Now, we can see how quickly or slowly Covid-19 cases are rising or falling. That is more useful because we can tell which wave will be more intense and how long it could last.
3. A day in life during a pandemic
Every year, the Bureau of Labor Statistics publishes a survey called American Time Use Survey. The survey does what the title says: ask people what they do in 24 hours.
The survey of 2020 was much awaited, and its findings didn’t disappoint. Home-bound, interior arrangements and decorations increased, compared to 2019. So did the time spent with family. Further, as we collided head-on with a global catastrophe, values were re-evaluated, with financial management going up.
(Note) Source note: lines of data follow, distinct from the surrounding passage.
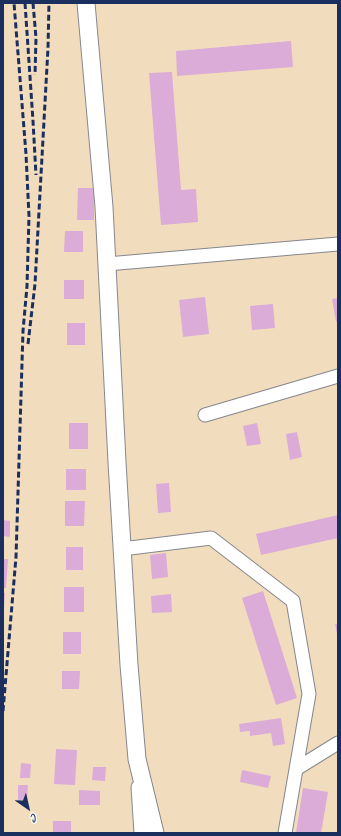 <!DOCTYPE html>
<html>
<head>
<meta charset="utf-8">
<style>
	body { margin:0 }
	#map { position:relative; width:341px; height:836px; overflow:hidden; background:#f1ddbd; font-family:Caveat,sans-serif }
	canvas { display:block }
	.frame { position:absolute; inset:0; border:4px solid #1b2f5e; pointer-events:none }
	.north { position:absolute; left:8px; top:788px; width:40px; height:40px; -webkit-text-stroke:3px #f6f6f2; paint-order:stroke; rotate:146deg; font-size:11px; font-weight:700; line-height:16px; text-align:center; color:#1b2f5e }
	.north::after { content:''; display:block; margin:auto; width:14px; height:18px; background:#1b2f5e; clip-path:polygon(50% 0,100% 100%,50% 72%,0 100%) }
</style>
</head>
<body>
<div id="map">
<canvas width="341" height="836"></canvas>
<div class="frame"></div>
<div class="north">С</div>
</div>
<script>
const c = document.querySelector('canvas').getContext('2d');
c.lineJoin = 'round';
function fillPath(path, color) {
  c.fillStyle = color;
  c.fill(path, 'evenodd');
}
function poly(rows) {
  const path = new Path2D();
  for (const r of rows) {
    path.moveTo(r[0], r[1]);
    for (let i = 2; i < r.length; i += 2) path.lineTo(r[i], r[i + 1]);
  }
  return path;
}
function strokePath(path, color, width, dash) {
  c.strokeStyle = color;
  c.lineWidth = width;
  c.lineCap = dash ? 'butt' : 'round';
  c.setLineDash(dash || []);
  c.stroke(path);
}
const building = poly([
	[291,41,293,67,177,76,176,51],
	[172,72,181,190,196,189,198,222,161,225,149,73],
	[78,188,94,188,94,220,77,220],
	[65,231,83,231,83,252,64,252],
	[64,280,84,280,84,299,64,299],
	[205,297,209,334,183,337,179,300],
	[338,298,338,321,336,322,332,299],
	[273,304,275,328,252,330,250,306],
	[67,323,85,323,85,345,67,345],
	[69,423,88,423,88,449,69,449],
	[257,423,261,444,247,446,243,426],
	[297,432,302,457,290,460,286,434],
	[66,469,86,469,86,490,66,490],
	[169,483,171,512,158,513,156,484],
	[65,501,85,501,84,526,65,526],
	[338,515,338,538,261,555,256,534],
	[3,520,10,521,10,537,3,536],
	[66,547,83,547,83,570,66,570],
	[166,553,168,577,152,579,150,555],
	[3,559,8,559,6,588,3,588],
	[64,587,84,587,84,612,64,612],
	[263,591,297,698,276,705,242,598],
	[3,593,5,593,4,611,3,611],
	[171,594,172,612,152,613,151,596],
	[335,624,338,624,338,634,337,634],
	[63,632,81,632,81,654,63,654],
	[62,671,80,671,79,689,62,689],
	[281,718,285,744,273,746,271,733,250,736,250,731,240,732,239,724],
	[56,749,77,750,75,785,54,784],
	[21,763,31,764,30,778,20,778],
	[93,767,106,767,105,781,92,780],
	[242,770,271,776,268,788,240,782],
	[18,785,28,785,27,800,18,800],
	[303,788,328,792,321,833,296,833],
	[79,790,100,791,100,805,79,805],
	[53,821,71,821,71,833,53,833]
]);
const minor = poly([
	[107,264,338,244],
	[205,415,338,376],
	[122,549,211,538,293,601,309,694,285,833],
	[296,769,338,743],
	[138,787,141,833]
]);
const major = poly([
	[86,3,104,207,117,462,129,665,137,759,155,833]
]);
const rail = poly([
	[25,3,33,121,36,175],
	[33,3,36,38,35,75],
	[28,344,35,284,48,48,49,3],
	[3,711,16,557,23,331,27,286,29,216,26,154,14,3]
]);
fillPath(building, '#dcacd8');
strokePath(minor, '#86868e', 15);
strokePath(major, '#86868e', 19);
strokePath(minor, '#fff', 13);
strokePath(major, '#fff', 17);
strokePath(rail, '#1b2f5e', 3, [6, 3]);
</script>
</body>
</html>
But the highest increase, compared to 2019? Listening to the radio!
Home-bound, time spent on certain habits also declined. Travel for religious or spiritual purposes, for example, fell as we went under a lockdown. So did travel for leisure.
Surprisingly, people, on average, worked out less. So, you can stop feeling bad about yourself.
4. The race for vaccines
The year 2020 was historic for two reasons.
First, the world was struck by a raging pandemic in more than a century. While we have witnessed epidemics in recent history, we were yet to witness a full-blown pandemic.
Second, the world dealt with one like it had never before. We sequenced the genome of the virus, developed two mRNA vaccines, conducted randomized trials, and released them for emergency use — in less than a year!
There are still several unknowns to this day, but our achievement nonetheless is simply extraordinary. A true modern triumph, telling of the success of the Scientific Age. As soon as WHO made its official announcement and the genome was publicly available, vaccine development commenced.
The chart shows the ‘race’ for coronavirus vaccines.
Mind you, that this data has been since updated, as a plethora of new vaccines has been since developed and released into the market. But that’s 2021. What’s also 2021 is how many people received the vaccine. That is an unnervingly asymmetrical graph, highlighting the inequality in vaccine distribution as a function of the inequality in wealth.
5. Women pay the price
“The coronavirus pandemic is wreaking havoc on households, and women are bearing the brunt of it,” wrote the NPR in October 2020, summarizing the devastating toll the pandemic took on working women.
The pandemic exposed several grim inequalities that exist in modern society. The wealth, for example, dictated who gets infected and who gets the vaccine. Another grim inequality was the inequality in who gets to work and who doesn’t. Over the last three decades, women had fought tooth and nail for their place in the office. And the pandemic had it all undone in mere months.
In the US alone, 4 women left the workforce for every 1 man. The inequality in wages could explain the disparity in withdrawal: the decision to step back is logical, given that women are typically paid less than men.
But women’s troubles didn’t end there.
Not only were more women forced to leave the workforce, but it was also women who were burdened with most of the household workload. With parents getting sick and children learning from home, it was women who cooked, cleaned and cared more. The pandemic reinforced the stereotype women had made great leaps in escaping over the decades, turning back the clock by perhaps a generation.
Although, it’s not just women who suffer here. It’s the world economy. As fewer women participate in the labor market, especially in their prime, the world economy loses trillions in value — $13 trillion by 2030, according to a McKinsey estimate.
Data visualization is a tremendously powerful tool. Data is richer, more Intuitive, meaningful, and hence communicable when it is visualized.
In times of such extreme chaos, data visualization came to the aid of not just scientists and policymakers, but anyone who had access to the internet. However, the implications of what we witnessed are much broader.
If it wasn’t already obvious, it could not be more today — data will power the future.